Dataset entries:
——————————
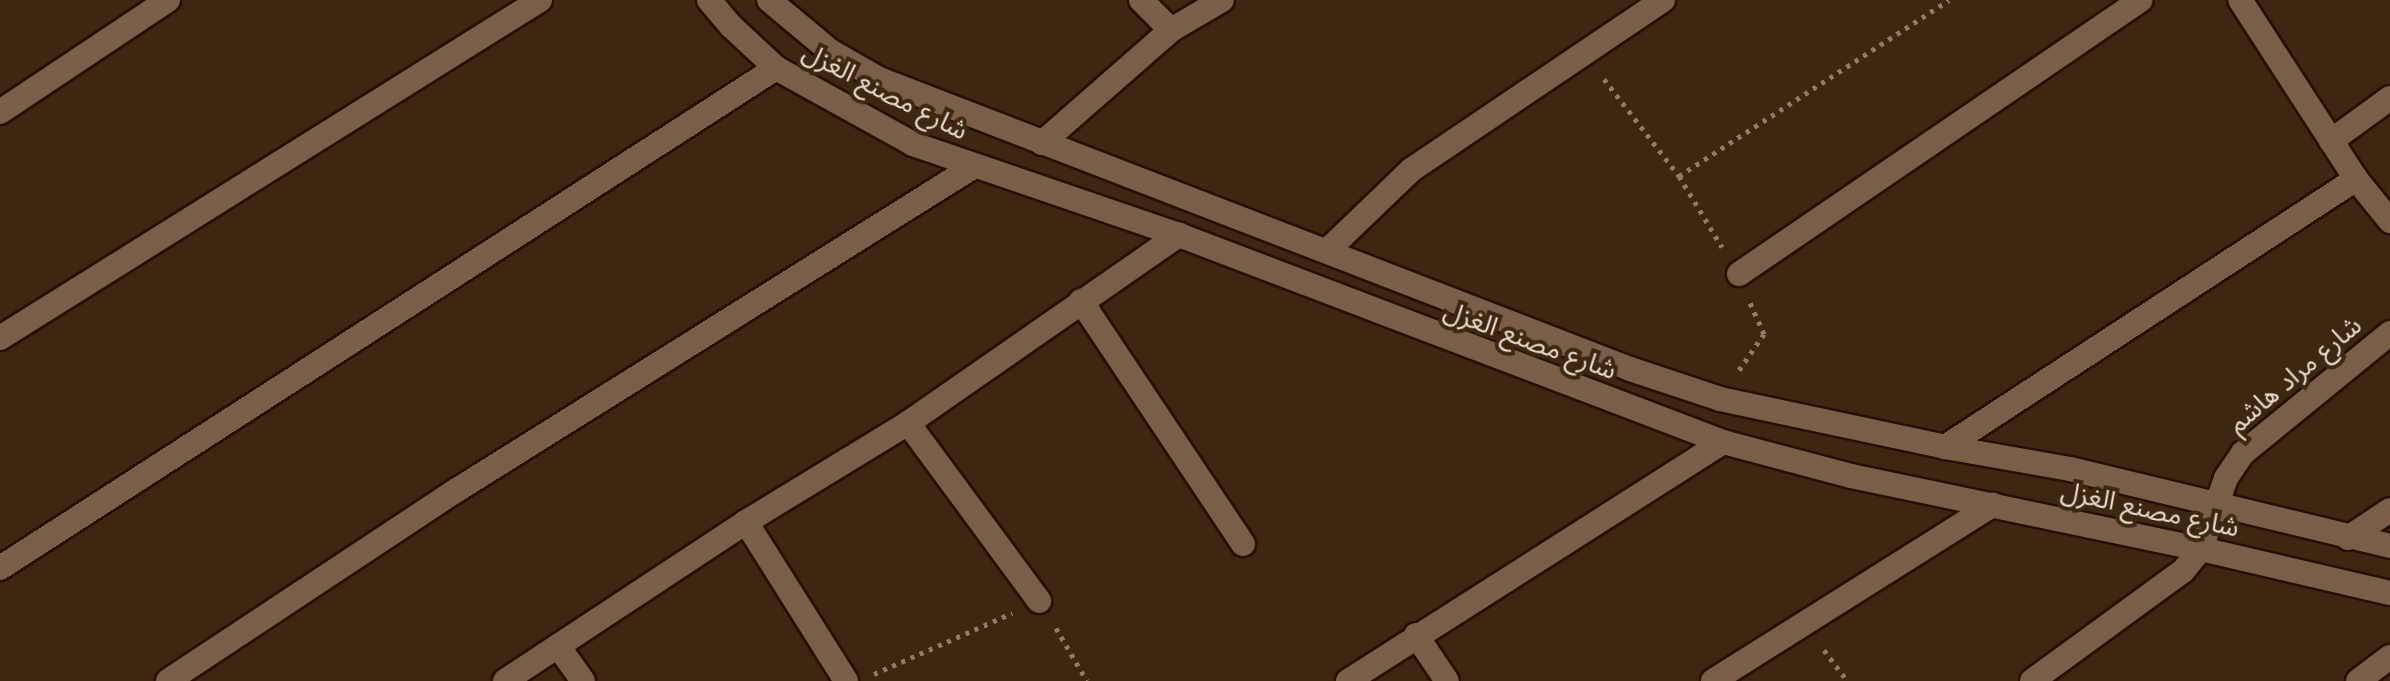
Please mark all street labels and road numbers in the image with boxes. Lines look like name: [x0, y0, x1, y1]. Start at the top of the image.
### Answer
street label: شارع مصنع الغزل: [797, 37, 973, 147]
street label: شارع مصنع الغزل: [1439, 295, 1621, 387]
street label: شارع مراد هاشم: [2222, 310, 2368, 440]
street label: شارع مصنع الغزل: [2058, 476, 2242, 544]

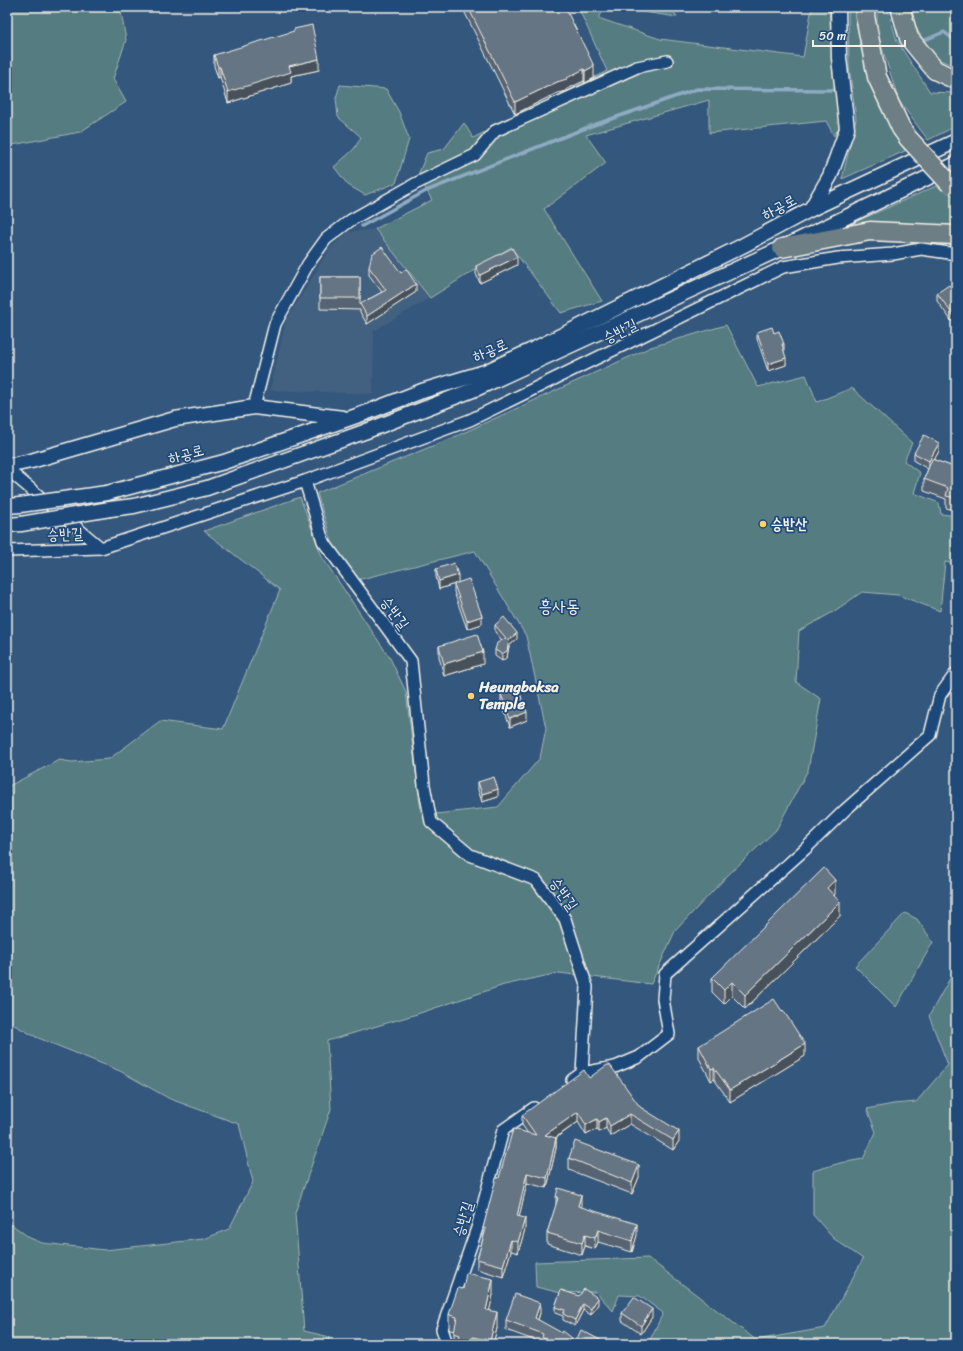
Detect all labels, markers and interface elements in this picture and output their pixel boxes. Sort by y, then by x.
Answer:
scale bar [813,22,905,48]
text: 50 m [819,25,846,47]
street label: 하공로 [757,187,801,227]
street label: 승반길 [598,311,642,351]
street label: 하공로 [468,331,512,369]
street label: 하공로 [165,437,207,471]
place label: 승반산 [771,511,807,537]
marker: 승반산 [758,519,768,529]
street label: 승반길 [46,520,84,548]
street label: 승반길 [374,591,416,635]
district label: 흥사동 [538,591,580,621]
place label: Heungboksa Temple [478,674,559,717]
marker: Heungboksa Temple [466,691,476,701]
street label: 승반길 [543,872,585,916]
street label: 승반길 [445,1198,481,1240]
——————————
What is being asked: Looking at the records above, which lines contain "boxes"? Copy those lines.

Response area:
Please mark all street labels and road numbers in the image with boxes. Lines look like name: [x0, y0, x1, y1]. Start at the top of the image.
Detect all labels, markers and interface elements in this picture and output their pixel boxes. Sort by y, then by x.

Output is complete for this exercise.